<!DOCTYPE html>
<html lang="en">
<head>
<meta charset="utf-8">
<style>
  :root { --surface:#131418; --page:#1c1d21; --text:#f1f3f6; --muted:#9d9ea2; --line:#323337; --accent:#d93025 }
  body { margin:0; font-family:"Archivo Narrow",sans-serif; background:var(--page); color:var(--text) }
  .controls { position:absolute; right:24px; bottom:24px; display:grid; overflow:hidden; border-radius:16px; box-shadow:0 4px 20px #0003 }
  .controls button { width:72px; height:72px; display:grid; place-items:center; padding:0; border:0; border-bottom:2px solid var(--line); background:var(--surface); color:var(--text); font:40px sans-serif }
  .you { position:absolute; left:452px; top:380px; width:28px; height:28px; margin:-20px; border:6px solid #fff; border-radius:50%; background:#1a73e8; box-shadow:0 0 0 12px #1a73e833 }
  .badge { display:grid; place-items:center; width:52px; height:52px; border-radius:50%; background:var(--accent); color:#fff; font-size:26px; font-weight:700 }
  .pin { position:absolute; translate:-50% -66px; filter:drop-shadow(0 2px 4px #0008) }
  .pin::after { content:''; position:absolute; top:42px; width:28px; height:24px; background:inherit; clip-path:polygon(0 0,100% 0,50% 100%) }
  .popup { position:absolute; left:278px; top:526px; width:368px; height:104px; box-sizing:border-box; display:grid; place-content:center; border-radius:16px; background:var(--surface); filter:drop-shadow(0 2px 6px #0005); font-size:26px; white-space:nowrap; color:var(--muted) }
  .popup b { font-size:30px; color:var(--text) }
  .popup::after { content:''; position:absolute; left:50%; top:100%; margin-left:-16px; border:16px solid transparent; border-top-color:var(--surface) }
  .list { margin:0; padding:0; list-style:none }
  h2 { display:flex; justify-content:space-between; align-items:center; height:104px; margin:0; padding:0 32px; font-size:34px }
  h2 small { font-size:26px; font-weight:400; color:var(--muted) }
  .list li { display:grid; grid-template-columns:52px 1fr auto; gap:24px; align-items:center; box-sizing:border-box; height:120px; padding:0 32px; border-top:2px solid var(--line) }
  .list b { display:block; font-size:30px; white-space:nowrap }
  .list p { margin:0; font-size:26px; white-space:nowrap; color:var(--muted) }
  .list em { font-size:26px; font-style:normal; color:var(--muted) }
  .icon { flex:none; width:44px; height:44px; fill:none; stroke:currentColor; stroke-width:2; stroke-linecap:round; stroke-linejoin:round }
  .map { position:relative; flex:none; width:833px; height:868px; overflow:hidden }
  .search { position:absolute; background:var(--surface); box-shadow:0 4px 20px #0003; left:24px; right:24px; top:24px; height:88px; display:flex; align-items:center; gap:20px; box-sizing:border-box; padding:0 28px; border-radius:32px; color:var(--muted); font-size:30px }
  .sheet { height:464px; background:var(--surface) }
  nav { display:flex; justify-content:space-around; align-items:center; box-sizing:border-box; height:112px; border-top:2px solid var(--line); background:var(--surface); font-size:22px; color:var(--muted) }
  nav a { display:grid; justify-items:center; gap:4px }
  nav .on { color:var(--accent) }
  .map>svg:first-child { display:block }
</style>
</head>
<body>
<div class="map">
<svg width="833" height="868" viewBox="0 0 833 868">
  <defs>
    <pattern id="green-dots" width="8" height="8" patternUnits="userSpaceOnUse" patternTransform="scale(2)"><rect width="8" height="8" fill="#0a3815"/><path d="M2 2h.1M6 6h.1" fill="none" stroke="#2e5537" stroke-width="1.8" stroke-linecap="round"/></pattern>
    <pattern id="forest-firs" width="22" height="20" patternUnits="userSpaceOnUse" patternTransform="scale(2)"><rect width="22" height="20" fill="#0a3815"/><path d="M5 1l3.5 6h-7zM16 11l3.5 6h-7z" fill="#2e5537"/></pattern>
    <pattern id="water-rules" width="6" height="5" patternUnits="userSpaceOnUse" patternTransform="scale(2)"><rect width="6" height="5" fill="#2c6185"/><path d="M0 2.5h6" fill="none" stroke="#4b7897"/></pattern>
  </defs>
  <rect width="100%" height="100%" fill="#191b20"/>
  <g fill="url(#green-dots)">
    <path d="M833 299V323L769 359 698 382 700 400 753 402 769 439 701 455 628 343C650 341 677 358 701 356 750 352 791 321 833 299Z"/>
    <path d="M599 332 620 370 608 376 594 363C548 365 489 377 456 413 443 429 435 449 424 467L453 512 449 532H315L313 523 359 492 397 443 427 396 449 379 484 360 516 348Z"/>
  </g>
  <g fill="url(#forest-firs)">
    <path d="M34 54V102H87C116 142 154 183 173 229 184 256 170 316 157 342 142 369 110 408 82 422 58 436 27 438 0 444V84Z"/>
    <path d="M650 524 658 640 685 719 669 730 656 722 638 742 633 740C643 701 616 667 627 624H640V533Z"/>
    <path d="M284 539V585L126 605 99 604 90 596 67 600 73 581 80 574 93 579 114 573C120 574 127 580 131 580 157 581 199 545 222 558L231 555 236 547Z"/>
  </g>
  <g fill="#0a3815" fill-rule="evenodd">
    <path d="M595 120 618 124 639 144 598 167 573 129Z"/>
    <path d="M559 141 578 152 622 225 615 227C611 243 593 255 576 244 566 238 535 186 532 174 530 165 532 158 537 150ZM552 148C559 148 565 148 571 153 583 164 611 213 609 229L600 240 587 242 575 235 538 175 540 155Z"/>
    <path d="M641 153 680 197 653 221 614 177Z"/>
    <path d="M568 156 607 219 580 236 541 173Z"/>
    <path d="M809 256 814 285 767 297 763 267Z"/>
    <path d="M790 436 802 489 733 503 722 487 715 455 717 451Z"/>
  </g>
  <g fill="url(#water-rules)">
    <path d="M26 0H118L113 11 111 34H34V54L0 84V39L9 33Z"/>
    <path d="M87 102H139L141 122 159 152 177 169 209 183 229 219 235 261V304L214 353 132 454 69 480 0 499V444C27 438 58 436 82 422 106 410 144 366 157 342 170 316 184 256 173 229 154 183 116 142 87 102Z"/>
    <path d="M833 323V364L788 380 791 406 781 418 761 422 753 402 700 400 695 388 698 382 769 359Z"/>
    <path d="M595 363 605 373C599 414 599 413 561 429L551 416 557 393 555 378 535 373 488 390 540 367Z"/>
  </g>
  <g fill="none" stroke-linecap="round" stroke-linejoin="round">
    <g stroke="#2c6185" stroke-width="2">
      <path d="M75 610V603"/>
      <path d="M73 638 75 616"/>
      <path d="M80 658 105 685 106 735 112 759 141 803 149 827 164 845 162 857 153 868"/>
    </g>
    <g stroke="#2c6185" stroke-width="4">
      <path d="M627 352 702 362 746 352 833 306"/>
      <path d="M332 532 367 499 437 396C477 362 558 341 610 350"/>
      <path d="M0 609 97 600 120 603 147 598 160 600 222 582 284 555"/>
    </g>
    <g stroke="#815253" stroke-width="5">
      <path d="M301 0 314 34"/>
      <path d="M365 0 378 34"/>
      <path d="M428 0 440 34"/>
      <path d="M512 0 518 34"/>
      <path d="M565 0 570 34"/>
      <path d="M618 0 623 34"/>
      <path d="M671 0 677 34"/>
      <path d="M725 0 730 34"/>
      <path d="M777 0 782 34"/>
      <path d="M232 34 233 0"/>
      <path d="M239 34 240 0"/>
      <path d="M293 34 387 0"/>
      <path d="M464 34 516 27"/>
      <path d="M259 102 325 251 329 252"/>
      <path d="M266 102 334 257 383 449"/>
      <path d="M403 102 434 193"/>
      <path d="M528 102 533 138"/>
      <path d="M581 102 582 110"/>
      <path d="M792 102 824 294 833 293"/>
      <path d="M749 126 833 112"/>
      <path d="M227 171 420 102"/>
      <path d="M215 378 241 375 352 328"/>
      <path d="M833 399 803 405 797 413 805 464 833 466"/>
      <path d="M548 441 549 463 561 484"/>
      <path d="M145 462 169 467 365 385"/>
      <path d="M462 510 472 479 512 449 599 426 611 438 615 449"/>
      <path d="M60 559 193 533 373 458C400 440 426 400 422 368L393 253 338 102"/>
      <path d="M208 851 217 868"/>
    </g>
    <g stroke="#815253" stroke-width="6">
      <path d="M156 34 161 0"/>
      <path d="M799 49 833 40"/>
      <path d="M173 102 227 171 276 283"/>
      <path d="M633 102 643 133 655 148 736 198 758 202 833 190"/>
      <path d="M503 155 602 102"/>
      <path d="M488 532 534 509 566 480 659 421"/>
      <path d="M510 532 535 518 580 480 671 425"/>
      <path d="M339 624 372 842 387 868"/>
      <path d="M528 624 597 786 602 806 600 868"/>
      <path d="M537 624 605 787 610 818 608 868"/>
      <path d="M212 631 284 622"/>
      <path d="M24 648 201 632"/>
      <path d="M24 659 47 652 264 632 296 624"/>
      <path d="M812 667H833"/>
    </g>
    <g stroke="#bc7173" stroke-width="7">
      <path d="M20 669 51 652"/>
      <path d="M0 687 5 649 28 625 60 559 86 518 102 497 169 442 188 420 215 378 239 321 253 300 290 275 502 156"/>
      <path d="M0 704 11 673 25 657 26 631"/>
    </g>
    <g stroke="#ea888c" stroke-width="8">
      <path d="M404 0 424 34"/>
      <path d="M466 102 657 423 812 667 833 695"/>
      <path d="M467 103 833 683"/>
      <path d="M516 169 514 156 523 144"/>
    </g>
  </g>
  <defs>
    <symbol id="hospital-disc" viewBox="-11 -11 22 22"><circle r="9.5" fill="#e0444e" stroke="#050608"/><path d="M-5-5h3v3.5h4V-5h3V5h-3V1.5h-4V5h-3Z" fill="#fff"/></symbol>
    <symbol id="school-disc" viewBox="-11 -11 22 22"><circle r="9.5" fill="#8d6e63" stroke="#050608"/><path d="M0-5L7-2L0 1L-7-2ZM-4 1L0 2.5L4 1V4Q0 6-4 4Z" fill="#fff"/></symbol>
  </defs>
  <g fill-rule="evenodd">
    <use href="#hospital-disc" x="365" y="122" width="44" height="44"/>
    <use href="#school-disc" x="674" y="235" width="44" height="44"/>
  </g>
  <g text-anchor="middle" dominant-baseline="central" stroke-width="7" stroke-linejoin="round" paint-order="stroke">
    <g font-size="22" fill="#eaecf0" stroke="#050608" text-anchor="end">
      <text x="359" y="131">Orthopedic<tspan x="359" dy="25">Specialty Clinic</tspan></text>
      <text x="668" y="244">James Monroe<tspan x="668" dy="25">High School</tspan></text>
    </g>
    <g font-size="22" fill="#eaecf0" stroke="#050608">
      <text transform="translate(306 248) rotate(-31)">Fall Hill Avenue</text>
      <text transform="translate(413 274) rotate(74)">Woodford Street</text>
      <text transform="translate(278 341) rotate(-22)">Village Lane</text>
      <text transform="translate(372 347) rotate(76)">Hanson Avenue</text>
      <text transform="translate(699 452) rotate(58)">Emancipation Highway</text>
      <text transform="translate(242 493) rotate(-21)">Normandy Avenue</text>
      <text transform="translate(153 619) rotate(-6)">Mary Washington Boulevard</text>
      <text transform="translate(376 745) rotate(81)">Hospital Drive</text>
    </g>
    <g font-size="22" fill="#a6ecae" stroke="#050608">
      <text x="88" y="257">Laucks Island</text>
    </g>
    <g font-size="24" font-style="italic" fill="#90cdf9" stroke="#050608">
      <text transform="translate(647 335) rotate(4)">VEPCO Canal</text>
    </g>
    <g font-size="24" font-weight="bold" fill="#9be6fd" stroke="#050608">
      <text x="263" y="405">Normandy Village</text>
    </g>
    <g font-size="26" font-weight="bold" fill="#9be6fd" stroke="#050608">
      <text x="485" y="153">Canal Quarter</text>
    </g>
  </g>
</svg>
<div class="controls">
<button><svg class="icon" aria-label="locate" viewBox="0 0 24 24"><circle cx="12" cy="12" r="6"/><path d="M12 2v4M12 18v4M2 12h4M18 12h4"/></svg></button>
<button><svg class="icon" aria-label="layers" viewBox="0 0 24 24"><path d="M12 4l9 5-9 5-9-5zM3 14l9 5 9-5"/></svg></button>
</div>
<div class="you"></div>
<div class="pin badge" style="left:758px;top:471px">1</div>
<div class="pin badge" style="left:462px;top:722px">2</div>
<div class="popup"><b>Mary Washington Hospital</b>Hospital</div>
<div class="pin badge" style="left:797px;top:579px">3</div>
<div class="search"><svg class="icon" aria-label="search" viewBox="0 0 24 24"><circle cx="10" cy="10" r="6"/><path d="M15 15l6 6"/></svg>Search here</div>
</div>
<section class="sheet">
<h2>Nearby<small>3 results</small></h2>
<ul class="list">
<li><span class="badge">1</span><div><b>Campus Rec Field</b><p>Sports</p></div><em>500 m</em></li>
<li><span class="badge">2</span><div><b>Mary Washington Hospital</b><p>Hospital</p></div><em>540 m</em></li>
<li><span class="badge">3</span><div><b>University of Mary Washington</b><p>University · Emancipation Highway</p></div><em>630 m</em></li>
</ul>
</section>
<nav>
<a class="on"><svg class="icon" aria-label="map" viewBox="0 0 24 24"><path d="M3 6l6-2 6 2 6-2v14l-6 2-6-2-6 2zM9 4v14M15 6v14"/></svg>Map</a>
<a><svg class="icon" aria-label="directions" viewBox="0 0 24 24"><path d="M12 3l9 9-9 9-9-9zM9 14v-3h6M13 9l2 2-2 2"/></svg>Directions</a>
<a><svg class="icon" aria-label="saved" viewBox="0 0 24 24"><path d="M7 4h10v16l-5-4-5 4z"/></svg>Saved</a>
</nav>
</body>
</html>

──────

Reproduce exactly the entries above, limited to the lines from the one with "position:absolute; left:278px; top:526px;" through the one with "flex:none; width:44px; height:44px;", both included.

- PROBLEM SOLUTION -
  .popup { position:absolute; left:278px; top:526px; width:368px; height:104px; box-sizing:border-box; display:grid; place-content:center; border-radius:16px; background:var(--surface); filter:drop-shadow(0 2px 6px #0005); font-size:26px; white-space:nowrap; color:var(--muted) }
  .popup b { font-size:30px; color:var(--text) }
  .popup::after { content:''; position:absolute; left:50%; top:100%; margin-left:-16px; border:16px solid transparent; border-top-color:var(--surface) }
  .list { margin:0; padding:0; list-style:none }
  h2 { display:flex; justify-content:space-between; align-items:center; height:104px; margin:0; padding:0 32px; font-size:34px }
  h2 small { font-size:26px; font-weight:400; color:var(--muted) }
  .list li { display:grid; grid-template-columns:52px 1fr auto; gap:24px; align-items:center; box-sizing:border-box; height:120px; padding:0 32px; border-top:2px solid var(--line) }
  .list b { display:block; font-size:30px; white-space:nowrap }
  .list p { margin:0; font-size:26px; white-space:nowrap; color:var(--muted) }
  .list em { font-size:26px; font-style:normal; color:var(--muted) }
  .icon { flex:none; width:44px; height:44px; fill:none; stroke:currentColor; stroke-width:2; stroke-linecap:round; stroke-linejoin:round }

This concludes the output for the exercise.